Robert Letham writes:
“Firstly, we are deluded if we think we can read the Bible alone by ourselves. All interpretation of Scripture is built upon what has gone before us. In the nineteenth century a small group in the United States decided to have done with the historic teaching of the church and study Scripture for themselves from scratch. They published a journal recording the results of their Bible study called Studies in the Scriptures. And so the sect known as the Jehovah’s Witnesses was born. Bible study torn asunder from the teaching of the historic Christian church is a recipe for deviation. As it transpired, the Jehovah’s Witnesses did nothing really new; they merely reproduced the fourth-century heresy of Arianism” (Robert Letham, The Work of Christ, p. 18).

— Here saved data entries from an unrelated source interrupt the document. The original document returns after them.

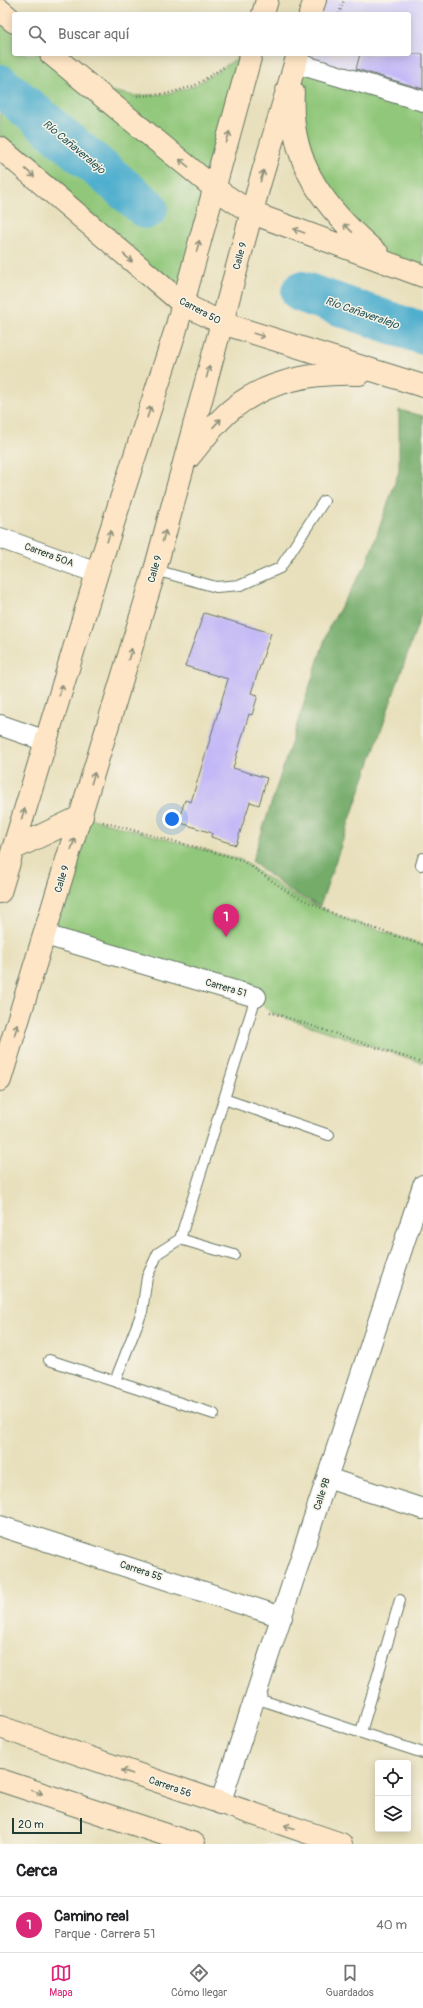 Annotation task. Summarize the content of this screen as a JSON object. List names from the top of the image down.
{
  "streets": {
    "main road": ["Calle 9", "Carrera 50", "Carrera 56"],
    "street": [
      "Carrera 50A",
      "Carrera 51",
      "Calle 9B",
      "Carrera 55"
    ]
  },
  "crossings": [
    ["Calle 9", "Carrera 50"],
    ["Calle 9", "Carrera 51"],
    ["Calle 9B", "Carrera 55"],
    ["Calle 9B", "Carrera 56"]
  ],
  "water": ["Río Cañaveralejo"],
  "scale_bar": "20 m",
  "page": {
    "search": "Buscar aquí",
    "pins": "1",
    "scale": "20 m",
    "heading": "Cerca",
    "list": [
      {
        "mark": "1",
        "name": "Camino real",
        "note": "Parque · Carrera 51",
        "value": "40 m"
      }
    ],
    "nav": ["Mapa", "Cómo llegar", "Guardados"]
  }
}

One good and necessary place to deviate sharply from would be the Westminster Confession of Faith’s (WCF) wicked invention, “as if the offending party were dead” (WCF 24.5). For it is a good thing to NOT build upon the WCF’s endorsing and strengthening of the hands of adulterers (see http://www.outsidethecamp.org/marriagelaw.htm and http://www.outsidethecamp.org/wcf.htm).
And speaking of Jehovah’s Witnesses (and certain Calvinists who deviated with them):
“There is a translation of Romans 9:18 that says this: ‘So, then, upon whom he wishes he has mercy, but whom he wishes he lets become obstinate.’ That is the translation that the Spurgeons and Dabneys and Shedds and Hodges and Gills and Haldanes of the world would love, would they not? That is actually how they interpret God’s hardening – that God lets people become obstinate. The translation is called the New World Translation, and it is the Bible of the Jehovah’s Witnesses. The translation ‘lets become obstinate’ has no basis in the original Greek, but why should that stop them?” (Marc D. Carpenter).
Scott (Jehovah’s Witness): Thanks for the well thought out expressions you offered during our scriptural chat Saturday. I look forward to putting some thoughts together for you to consider. I have a question for you first though… How would you differentiate your belief based on Romans 9:18 from the teaching of fate or predestination. Or, do you accept those terms as describing your belief. Just looking for some clarification that I didn’t think to ask for in the freezing cold Saturday…
Unlike many English dictionaries and thesauruses (e.g., Webster’s) I would first differentiate between fate (or fatalism) and predestination. My understanding (whether correct or incorrect) of fatalism is this:
Fatalism is the teaching that all events are predetermined by impersonal forces or a personal deity, and are effected regardless or independent of means, so that no matter what a person does the same outcome will result. In short, the end result is fixed apart from the means.
Fatalism would have Pharaoh being destroyed no matter what he did (even if he had let the people go the first time he was commanded to).
In contrast to fatalism, my understanding of biblical predestination is that while all events are predetermined (just like in fatalism), they are not effected apart from or independent of the means, but by means of the means. So, it does matter what a person does since what they do is a predetermined/predestined/foreordained means to a specific predetermined/predestined/foreordained end.
Biblical predestination has Pharaoh being destroyed, and while it did matter what Pharaoh did, what Pharaoh did was actively caused and controlled by God.
There are more verses (e.g., Isaiah 10:5-15) than those in Romans 9 that teach God’s (Jehovah’s) absolute sovereign and active control over all things, but this definition of predestination would describe my belief regarding God’s sovereignty over His creatures.
In short, I reject fatalism as I’ve defined it and I affirm predestination as I’ve defined it. In light of verses like Romans 9:18 and Isaiah 10:5-15 fatalism is much too weak a view of God’s sovereign control over all things. The axe is a means to chopping down trees. The axe does NOT lift itself; the axe is actively swung and controlled by the wielder of the axe.